TASK DESCRIPTION:
Scan the data beneath this task and copy each line that includes "read".

GIVEN DATA:
============================================================

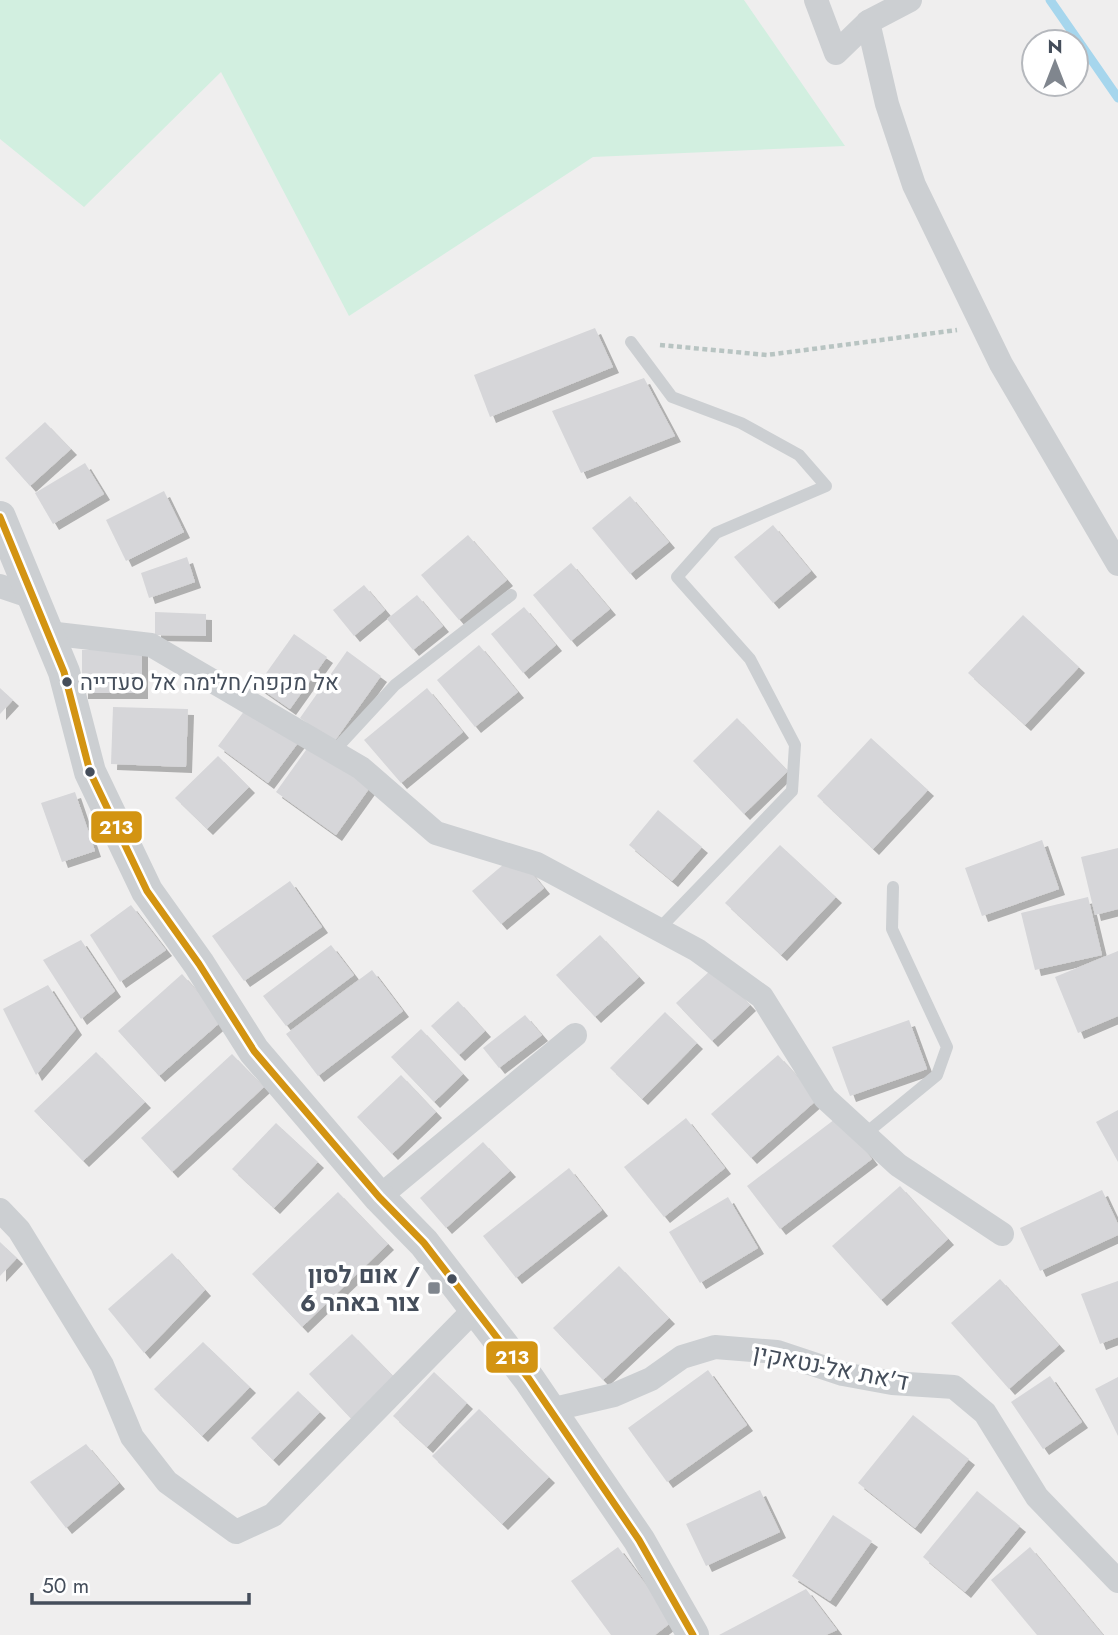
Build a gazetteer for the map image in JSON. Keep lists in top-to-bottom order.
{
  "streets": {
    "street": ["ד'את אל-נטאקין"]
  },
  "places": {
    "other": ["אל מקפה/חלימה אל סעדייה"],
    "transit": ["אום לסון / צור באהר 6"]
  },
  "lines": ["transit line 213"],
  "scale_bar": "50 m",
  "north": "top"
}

============================================================

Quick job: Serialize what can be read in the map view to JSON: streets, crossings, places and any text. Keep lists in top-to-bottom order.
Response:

============================================================

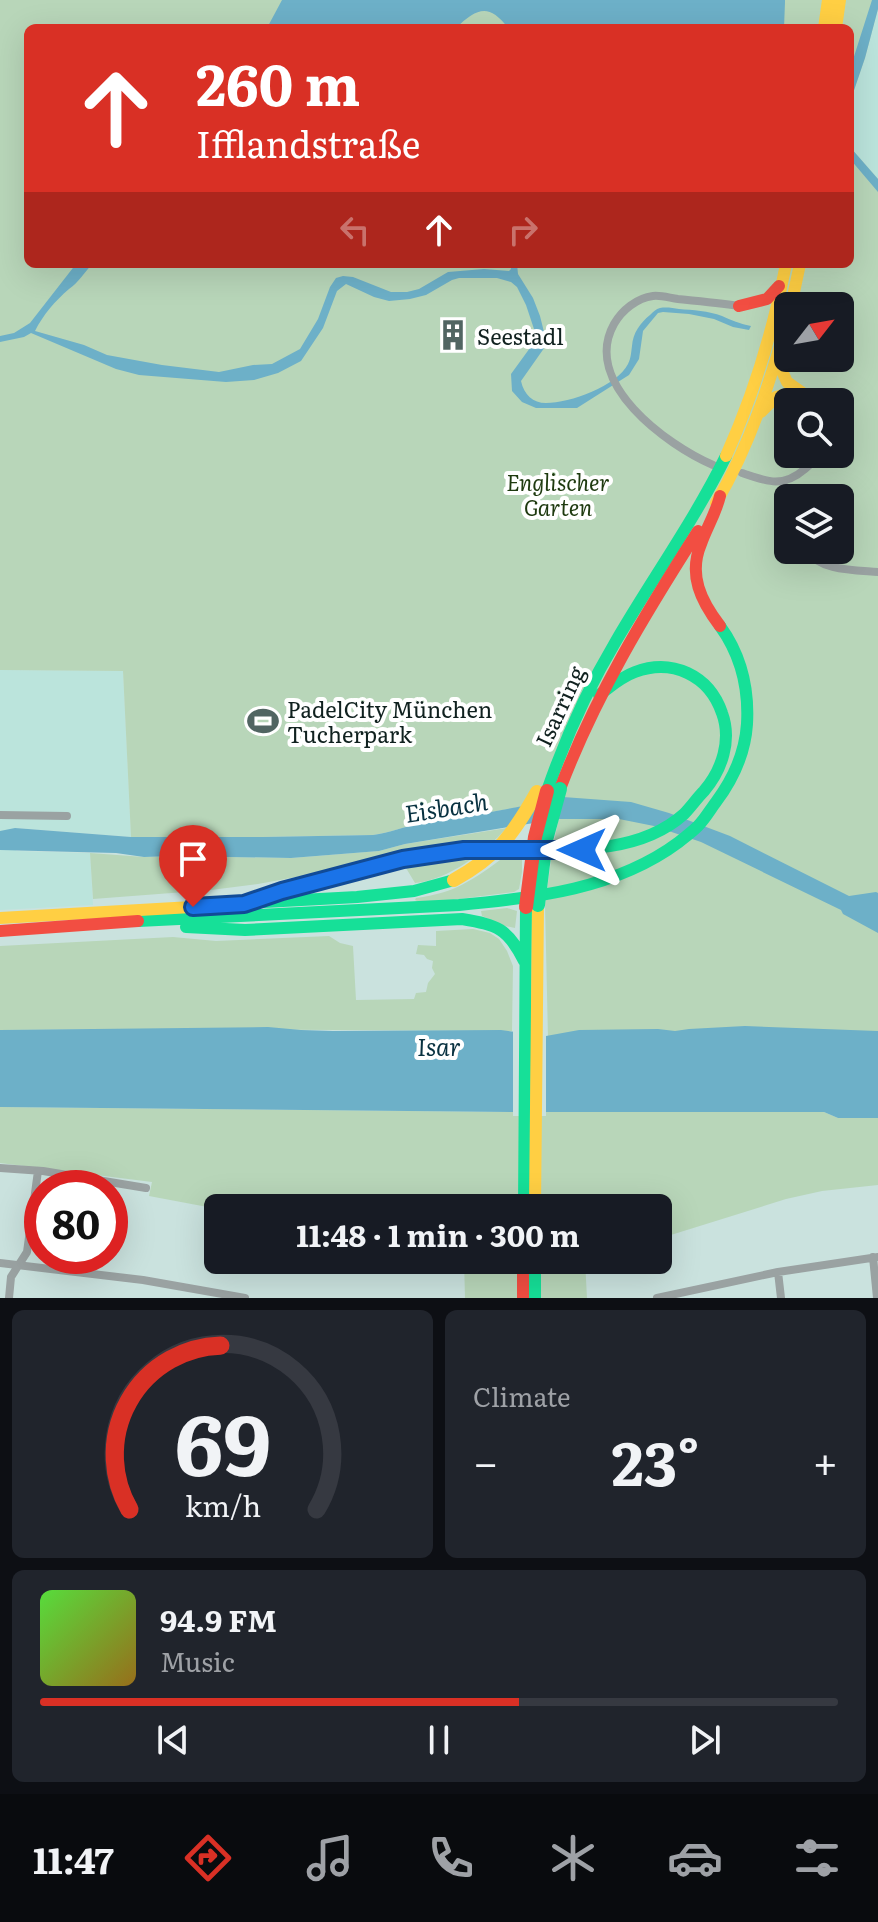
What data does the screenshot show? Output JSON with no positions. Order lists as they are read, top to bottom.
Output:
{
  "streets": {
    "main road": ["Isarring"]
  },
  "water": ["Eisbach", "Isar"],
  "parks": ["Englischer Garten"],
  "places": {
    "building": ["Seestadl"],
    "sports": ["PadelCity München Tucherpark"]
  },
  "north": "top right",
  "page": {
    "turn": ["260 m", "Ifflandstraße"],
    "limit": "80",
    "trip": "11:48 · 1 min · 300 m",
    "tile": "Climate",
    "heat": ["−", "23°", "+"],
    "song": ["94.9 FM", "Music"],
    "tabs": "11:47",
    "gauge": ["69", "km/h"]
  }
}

============================================================

ANSWER FOR THIS EXERCISE:
Quick job: Serialize what can be read in the map view to JSON: streets, crossings, places and any text. Keep lists in top-to-bottom order.
What data does the screenshot show? Output JSON with no positions. Order lists as they are read, top to bottom.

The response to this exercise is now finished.